== Action item ==
From the first line of the material below through the line containing "0 #776b66) drop-shadow(-2px", print every line exactly as it stands, but no pictures.

********************

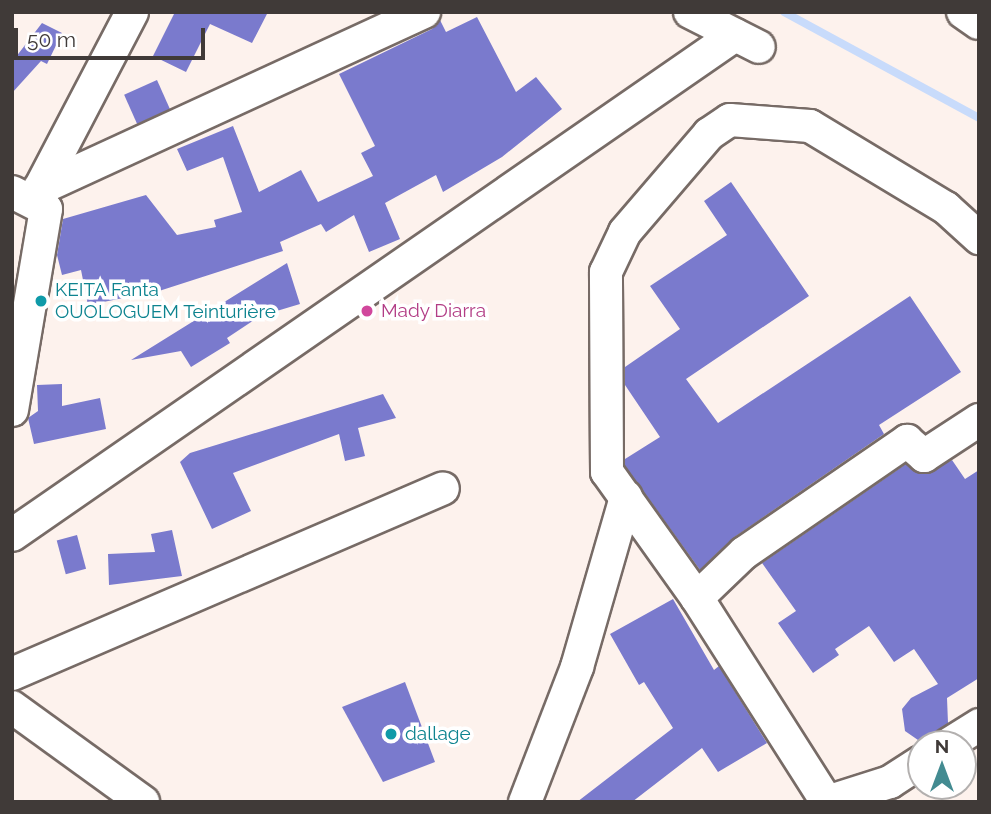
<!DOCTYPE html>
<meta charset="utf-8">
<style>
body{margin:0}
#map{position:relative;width:991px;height:814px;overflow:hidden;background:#fdf2ed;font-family:Raleway,sans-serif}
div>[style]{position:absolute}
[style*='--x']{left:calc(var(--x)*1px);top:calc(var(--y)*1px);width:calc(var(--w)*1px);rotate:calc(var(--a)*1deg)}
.stream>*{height:8px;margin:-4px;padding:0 4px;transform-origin:4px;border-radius:4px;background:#c8dbfb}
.building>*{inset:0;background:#7a7acd;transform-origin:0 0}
.roads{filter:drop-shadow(2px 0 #776b66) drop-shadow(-2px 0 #776b66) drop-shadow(0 2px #776b66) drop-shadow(0 -2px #776b66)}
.minor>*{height:32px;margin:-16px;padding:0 16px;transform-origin:16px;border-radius:16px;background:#fff}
.dots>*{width:19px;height:19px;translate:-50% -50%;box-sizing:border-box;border:4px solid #fff;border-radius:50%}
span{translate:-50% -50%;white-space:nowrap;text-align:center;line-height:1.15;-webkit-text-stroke:7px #fff;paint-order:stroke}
.culture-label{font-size:19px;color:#0d838f}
.left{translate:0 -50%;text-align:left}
.hotel-label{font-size:19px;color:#b23c85}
.frame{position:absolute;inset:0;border:14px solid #403a38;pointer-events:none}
.north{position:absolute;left:907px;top:730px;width:70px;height:70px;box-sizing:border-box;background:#fff;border:2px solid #b3b0af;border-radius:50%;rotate:0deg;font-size:19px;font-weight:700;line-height:28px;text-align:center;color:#403a38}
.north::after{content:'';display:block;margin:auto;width:24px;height:32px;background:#438b91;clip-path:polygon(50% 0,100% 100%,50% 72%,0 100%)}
.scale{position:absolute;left:14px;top:28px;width:191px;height:32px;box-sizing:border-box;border:4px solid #403a38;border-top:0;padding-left:9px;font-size:21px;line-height:24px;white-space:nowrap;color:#403a38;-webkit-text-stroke:5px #fff;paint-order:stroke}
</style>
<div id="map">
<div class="stream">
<div style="--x:784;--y:12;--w:222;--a:28.5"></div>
</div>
<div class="building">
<div style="clip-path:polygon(175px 12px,268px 12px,252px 43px,210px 24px,186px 72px,153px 56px)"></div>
<div style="clip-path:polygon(477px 17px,516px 92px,536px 77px,562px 109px,502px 157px,443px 192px,436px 175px,385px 203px,400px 239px,369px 252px,354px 215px,326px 232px,321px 224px,280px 242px,283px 251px,159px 291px,88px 305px,81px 270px,62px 275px,57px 255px,63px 219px,146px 195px,177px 235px,216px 227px,214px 220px,242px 212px,223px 157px,187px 171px,177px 149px,233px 126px,259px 192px,301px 170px,318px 202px,373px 176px,361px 153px,375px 146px,339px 74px,432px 29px,440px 20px,446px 32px)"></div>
<div style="clip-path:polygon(42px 23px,62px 33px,47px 64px,41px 61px,12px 93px,12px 62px)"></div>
<div style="left:157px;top:80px;width:32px;height:36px;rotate:66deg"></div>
<div style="clip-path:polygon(731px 182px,809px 296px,686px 379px,718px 423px,910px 296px,961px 372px,879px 425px,884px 434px,733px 538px,700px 570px,625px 466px,625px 459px,660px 437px,625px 385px,625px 367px,680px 329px,650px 286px,727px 235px,704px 201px)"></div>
<div style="clip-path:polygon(287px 263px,300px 304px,260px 316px,227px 338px,230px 343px,191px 367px,181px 351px,131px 360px)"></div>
<div style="clip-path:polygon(62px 384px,62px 406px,100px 398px,106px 429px,34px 444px,28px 418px,38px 411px,37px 385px)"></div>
<div style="clip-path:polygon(383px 394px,396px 418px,358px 428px,365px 456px,345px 461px,339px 434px,233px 473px,251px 511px,212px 529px,180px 462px,190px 453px)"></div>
<div style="clip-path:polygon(952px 460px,965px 479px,979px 470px,979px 678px,947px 698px,948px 723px,932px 740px,918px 740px,905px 731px,902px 709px,911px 698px,938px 684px,914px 649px,894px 662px,869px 626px,835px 649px,839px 655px,813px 673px,778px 623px,796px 611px,762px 563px,906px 464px,924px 474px)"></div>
<div style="clip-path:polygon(172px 530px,182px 576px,109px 585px,108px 554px,155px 552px,151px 534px)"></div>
<div style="left:77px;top:535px;width:35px;height:21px;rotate:75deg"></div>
<div style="clip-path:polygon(673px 599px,714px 670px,719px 666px,767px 743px,718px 772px,702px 748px,632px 802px,577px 802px,673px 728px,644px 682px,639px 685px,610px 634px)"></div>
<div style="clip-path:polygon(405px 682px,435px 762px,383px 782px,342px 707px)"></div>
</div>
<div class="roads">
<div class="minor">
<div style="--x:690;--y:12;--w:77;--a:26.9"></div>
<div style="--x:963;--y:12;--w:19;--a:35"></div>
<div style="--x:39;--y:189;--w:424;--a:-24.7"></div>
<div style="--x:12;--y:192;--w:38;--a:27"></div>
<div style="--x:46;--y:209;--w:204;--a:99.6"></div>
<div style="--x:37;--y:194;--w:205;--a:-62.4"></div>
<div style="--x:12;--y:535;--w:879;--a:-34.67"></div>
<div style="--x:697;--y:598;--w:65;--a:-43.8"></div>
<div style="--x:744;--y:553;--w:198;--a:-34.5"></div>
<div style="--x:907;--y:441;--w:23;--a:41"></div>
<div style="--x:924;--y:456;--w:66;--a:-33.2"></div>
<div style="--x:12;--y:674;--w:469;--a:-23.3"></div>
<div style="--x:12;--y:707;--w:162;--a:35.9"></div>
<div style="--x:949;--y:744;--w:36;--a:-32"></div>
<div style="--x:525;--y:802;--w:145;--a:-68.9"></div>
<div style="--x:577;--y:667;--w:177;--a:-73.9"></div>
<div style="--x:827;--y:802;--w:242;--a:-122.5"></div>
<div style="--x:697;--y:598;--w:155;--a:-125.5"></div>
<div style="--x:607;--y:472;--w:200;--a:-90.3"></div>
<div style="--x:606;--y:272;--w:44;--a:-64.6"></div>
<div style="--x:625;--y:232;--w:129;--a:-49.4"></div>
<div style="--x:709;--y:134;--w:25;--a:-34"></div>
<div style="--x:730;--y:120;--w:80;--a:4.3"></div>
<div style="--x:810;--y:126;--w:159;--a:31.1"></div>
<div style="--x:946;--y:208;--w:45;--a:42.3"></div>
<div style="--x:827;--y:802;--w:66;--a:-17.6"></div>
<div style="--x:890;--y:782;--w:37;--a:-33"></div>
</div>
</div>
<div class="dots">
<div style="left:41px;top:301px;background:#0f9aa8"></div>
<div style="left:367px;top:311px;background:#d1479c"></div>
<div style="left:391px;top:734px;background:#0f9aa8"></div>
</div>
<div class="culture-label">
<span class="left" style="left:55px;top:301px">KEITA Fanta<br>OUOLOGUEM Teinturière</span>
<span class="left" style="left:405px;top:734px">dallage</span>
</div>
<div class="hotel-label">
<span class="left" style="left:381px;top:311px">Mady Diarra</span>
</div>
<div class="frame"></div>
<div class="north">N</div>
<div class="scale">50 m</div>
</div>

********************

== Solution for this problem ==
<!DOCTYPE html>
<meta charset="utf-8">
<style>
body{margin:0}
#map{position:relative;width:991px;height:814px;overflow:hidden;background:#fdf2ed;font-family:Raleway,sans-serif}
div>[style]{position:absolute}
[style*='--x']{left:calc(var(--x)*1px);top:calc(var(--y)*1px);width:calc(var(--w)*1px);rotate:calc(var(--a)*1deg)}
.stream>*{height:8px;margin:-4px;padding:0 4px;transform-origin:4px;border-radius:4px;background:#c8dbfb}
.building>*{inset:0;background:#7a7acd;transform-origin:0 0}
.roads{filter:drop-shadow(2px 0 #776b66) drop-shadow(-2px 0 #776b66) drop-shadow(0 2px #776b66) drop-shadow(0 -2px #776b66)}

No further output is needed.